*** Opening Data excerpts ***

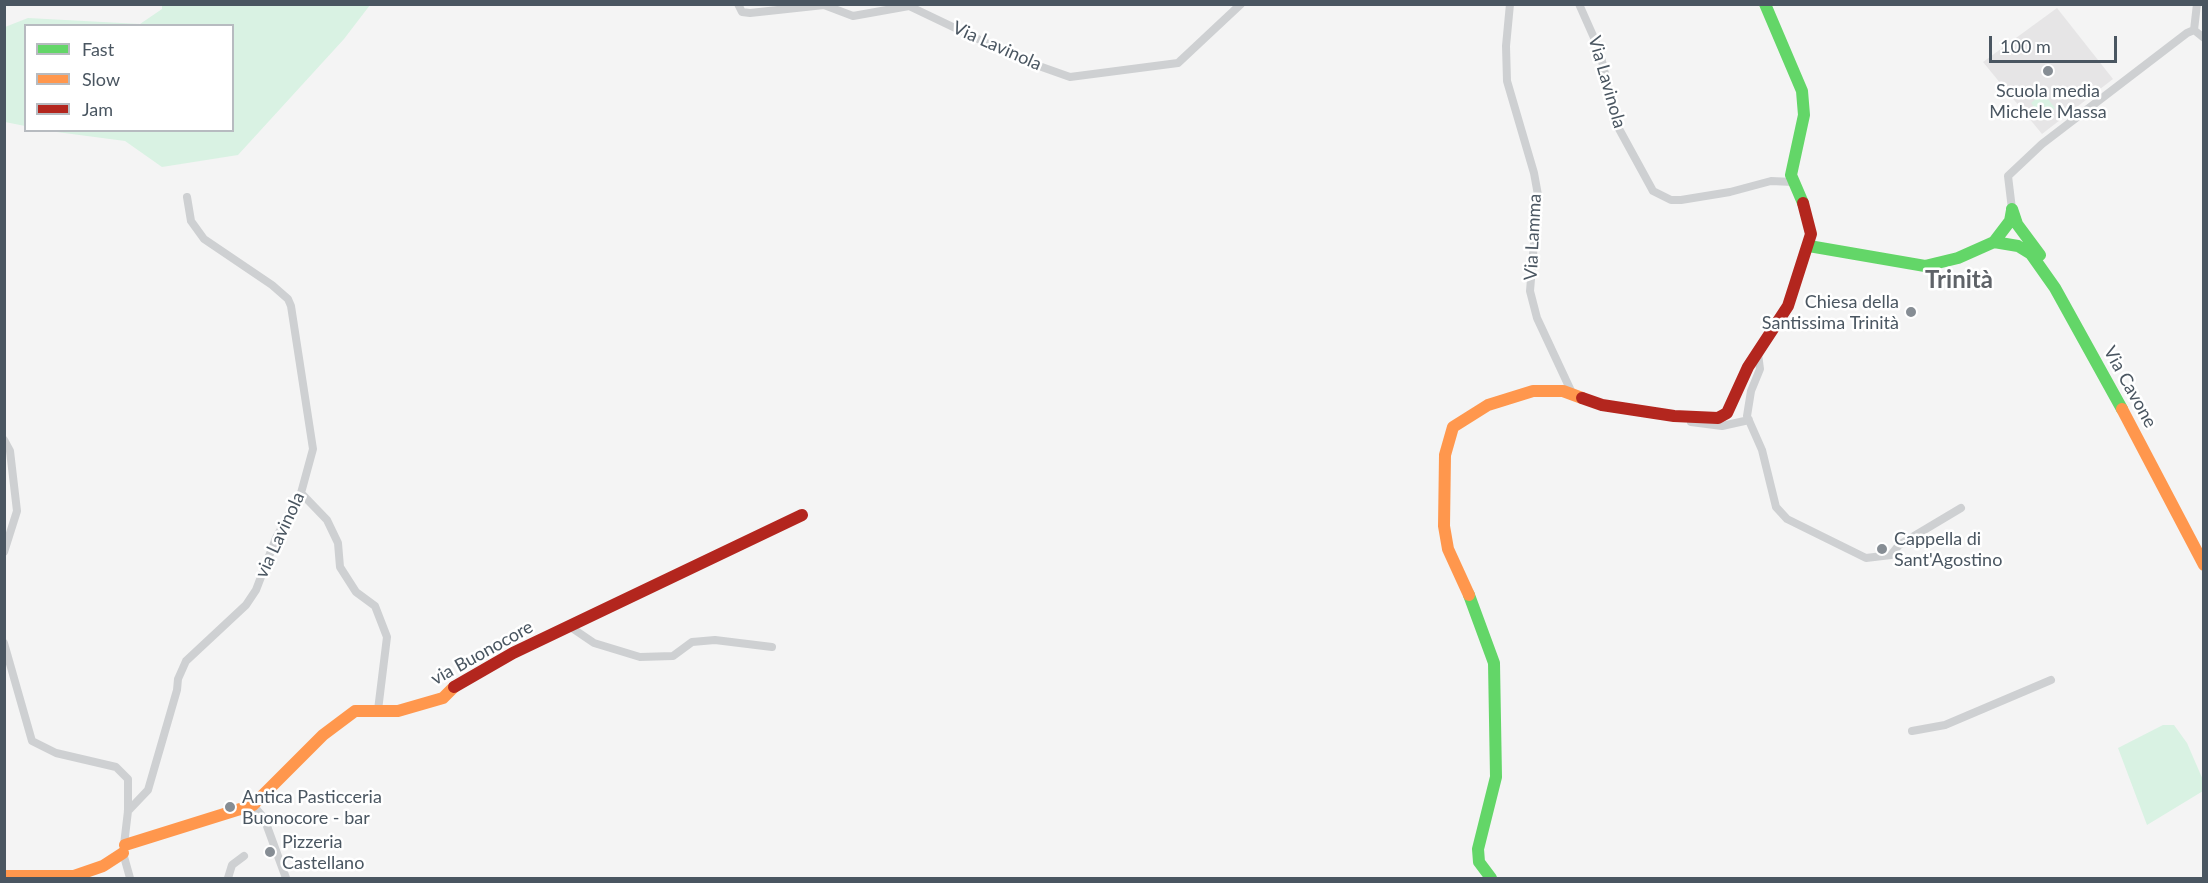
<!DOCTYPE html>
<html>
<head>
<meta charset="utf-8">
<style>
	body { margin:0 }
	#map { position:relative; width:2208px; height:883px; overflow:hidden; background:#f4f4f4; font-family:Lato,sans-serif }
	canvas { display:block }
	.frame { position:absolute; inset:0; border:6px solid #4a5661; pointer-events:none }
	.legend { position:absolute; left:24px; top:24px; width:210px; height:108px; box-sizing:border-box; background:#fff; border:2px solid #b7bbc0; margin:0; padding:8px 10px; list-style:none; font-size:18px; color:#4a5661 }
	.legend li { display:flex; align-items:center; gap:12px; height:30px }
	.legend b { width:30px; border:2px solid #b7bbc0 }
	.scale { position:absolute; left:1989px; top:36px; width:128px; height:27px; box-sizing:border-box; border:3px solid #4a5661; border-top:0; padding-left:8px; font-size:18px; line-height:21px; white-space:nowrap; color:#4a5661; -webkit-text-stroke:4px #fff; paint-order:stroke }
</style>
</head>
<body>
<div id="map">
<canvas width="2208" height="883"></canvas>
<div class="frame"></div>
<ul class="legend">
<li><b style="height:8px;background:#63d668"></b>Fast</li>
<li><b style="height:8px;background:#ff974d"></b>Slow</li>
<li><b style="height:8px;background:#b3261e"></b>Jam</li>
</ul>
<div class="scale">100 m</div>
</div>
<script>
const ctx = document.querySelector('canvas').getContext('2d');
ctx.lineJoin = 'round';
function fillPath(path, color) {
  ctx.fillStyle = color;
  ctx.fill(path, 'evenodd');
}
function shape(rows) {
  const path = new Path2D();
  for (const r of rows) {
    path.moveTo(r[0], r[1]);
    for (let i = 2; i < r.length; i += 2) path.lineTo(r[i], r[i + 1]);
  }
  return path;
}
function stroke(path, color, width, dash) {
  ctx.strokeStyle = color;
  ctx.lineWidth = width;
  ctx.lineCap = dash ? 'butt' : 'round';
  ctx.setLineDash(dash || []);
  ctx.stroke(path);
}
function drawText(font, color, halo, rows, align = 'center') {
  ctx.font = font + ' Lato,sans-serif';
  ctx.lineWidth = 5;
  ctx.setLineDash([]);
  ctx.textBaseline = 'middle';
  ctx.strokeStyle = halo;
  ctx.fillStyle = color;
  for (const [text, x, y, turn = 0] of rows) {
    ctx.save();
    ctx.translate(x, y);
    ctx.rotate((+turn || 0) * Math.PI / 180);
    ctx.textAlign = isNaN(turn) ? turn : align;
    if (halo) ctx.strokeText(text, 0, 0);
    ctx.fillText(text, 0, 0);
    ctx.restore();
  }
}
fillPath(shape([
	[2057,8,2113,79,2042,134,1983,62]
]), '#e6e5e6');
fillPath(shape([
	[162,5,162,4,370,5,344,39,238,155,162,167,125,141,49,131,232,130,232,26,26,26,25,126,5,122,5,27,28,18,140,24,162,9],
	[2043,93,2055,108,2043,117,2031,103],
	[2163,725,2174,725,2187,743,2203,780,2203,791,2147,825,2118,748]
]), '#d9f2e3');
stroke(shape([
	[738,4,742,12,750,13,824,5,853,16,909,6,1022,60,1070,77,1178,63,1241,4],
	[1510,4,1506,46,1507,81,1534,173,1538,195,1530,291,1537,318,1572,393],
	[1579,4,1599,49,1618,127,1653,191,1671,200,1681,200,1730,192,1771,181,1793,182],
	[2194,30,2197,4],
	[2012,209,2008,176,2042,144,2187,33,2194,30,2204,38],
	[1758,354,1760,369,1751,391,1747,416,1762,450,1776,507,1787,519,1866,558,1891,555,1899,545,1961,508],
	[1691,422,1722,426,1749,420],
	[4,440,10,451,17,511,4,552],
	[301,493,327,520,338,543,340,567,356,592,375,606,387,637,378,710],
	[569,626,594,643,640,657,673,656,692,642,715,640,772,647],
	[4,643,32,741,56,753,116,767,128,779,128,811,123,853,130,878],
	[1912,731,1945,725,2051,680],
	[253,805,264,818,286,878],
	[128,811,148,790,177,690,178,679,186,661,246,605,256,590,276,538,301,493,313,449,291,306,288,299,272,285,204,239,191,221,187,197],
	[228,878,232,865,244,856]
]), '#ced0d2', 8);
stroke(shape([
	[1765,4,1802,91,1804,115,1791,175,1803,203],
	[2012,209,2017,224,2040,255],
	[1994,242,2010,221,2012,210],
	[1809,246,1925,266,1958,258,1994,242,2018,246,2031,254,2055,288,2122,409],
	[1469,595,1494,663,1496,777,1478,849,1479,862,1491,878]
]), '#63d668', 12);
stroke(shape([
	[2122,409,2204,565],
	[1469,595,1448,549,1444,526,1445,455,1453,427,1488,405,1533,391,1563,391,1582,398],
	[125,845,253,805,323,735,355,711,398,711,443,698,454,687],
	[4,876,74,876,103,866,123,853]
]), '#ff974d', 12);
stroke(shape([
	[1582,398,1602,405,1674,416,1718,418,1727,413,1748,367,1788,306,1811,234,1803,203],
	[454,687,513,653,802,515]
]), '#b3261e', 12);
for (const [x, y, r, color] of [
	[2048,71,6,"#868d94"],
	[1911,312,6,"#868d94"],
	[1882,549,6,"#868d94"],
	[230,807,6,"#868d94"],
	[270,852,6,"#868d94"]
]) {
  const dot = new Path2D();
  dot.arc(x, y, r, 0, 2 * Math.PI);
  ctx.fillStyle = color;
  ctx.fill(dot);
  stroke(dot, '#fff', 2);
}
drawText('18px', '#4a5661', '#fff', [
	["Via Lavinola",997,46,24],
	["Via Lavinola",1607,82,74],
	["Via Lamma",1533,237,-87],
	["Via Cavone",2130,387,61],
	["via Lavinola",280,535,-65],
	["via Buonocore",482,653,-29]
]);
drawText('18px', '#4a5661', '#fff', [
	["Scuola media",2048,91,"center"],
	["Michele Massa",2048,112,"center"],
	["Chiesa della",1899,302,"right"],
	["Santissima Trinità",1899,323,"right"],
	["Cappella di",1894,539],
	["Sant'Agostino",1894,560],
	["Antica Pasticceria",242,797],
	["Buonocore - bar",242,818],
	["Pizzeria",282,842],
	["Castellano",282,863]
], 'left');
drawText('bold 24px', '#5f6368', '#fff', [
	["Trinità",1959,280]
]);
</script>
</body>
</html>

*** Closing Data excerpts ***

**Work request**
Look above for the line containing "return path;". Output from there through the line containing "ctx.font = font + ' Lato,sans-serif';", exactly and inclusively.

**Solved exercise**
  return path;
}
function stroke(path, color, width, dash) {
  ctx.strokeStyle = color;
  ctx.lineWidth = width;
  ctx.lineCap = dash ? 'butt' : 'round';
  ctx.setLineDash(dash || []);
  ctx.stroke(path);
}
function drawText(font, color, halo, rows, align = 'center') {
  ctx.font = font + ' Lato,sans-serif';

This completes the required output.